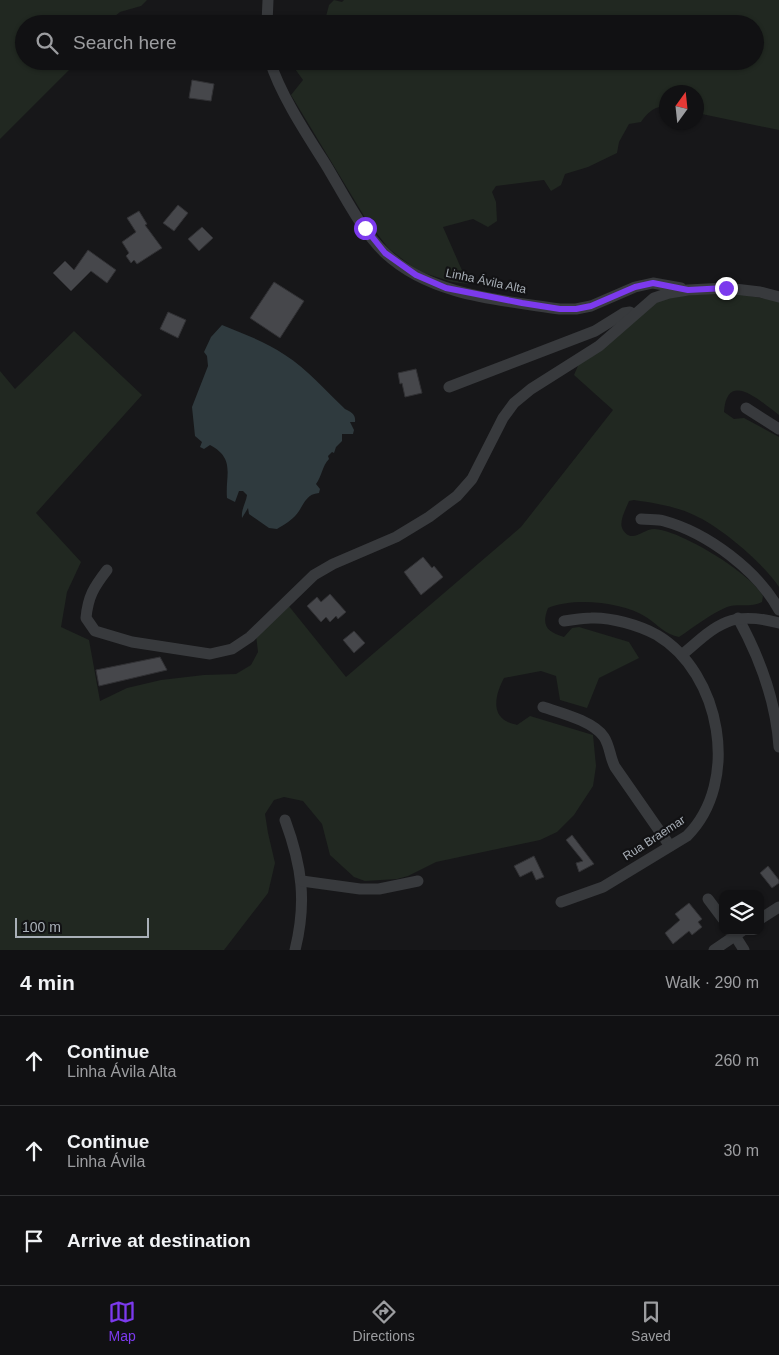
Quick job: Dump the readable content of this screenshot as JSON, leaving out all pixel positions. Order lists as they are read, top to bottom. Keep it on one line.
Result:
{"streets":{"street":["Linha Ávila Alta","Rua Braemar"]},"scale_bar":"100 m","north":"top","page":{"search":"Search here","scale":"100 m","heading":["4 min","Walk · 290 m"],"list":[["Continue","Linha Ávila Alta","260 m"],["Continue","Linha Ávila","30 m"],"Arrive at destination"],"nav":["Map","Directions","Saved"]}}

§ **TASK BRIEF**
Give the data again exactly as it stands, apart from the pictures.

§ **RESULT BELOW**
Quick job: Dump the readable content of this screenshot as JSON, leaving out all pixel positions. Order lists as they are read, top to bottom. Keep it on one line.
Result:
{"streets":{"street":["Linha Ávila Alta","Rua Braemar"]},"scale_bar":"100 m","north":"top","page":{"search":"Search here","scale":"100 m","heading":["4 min","Walk · 290 m"],"list":[["Continue","Linha Ávila Alta","260 m"],["Continue","Linha Ávila","30 m"],"Arrive at destination"],"nav":["Map","Directions","Saved"]}}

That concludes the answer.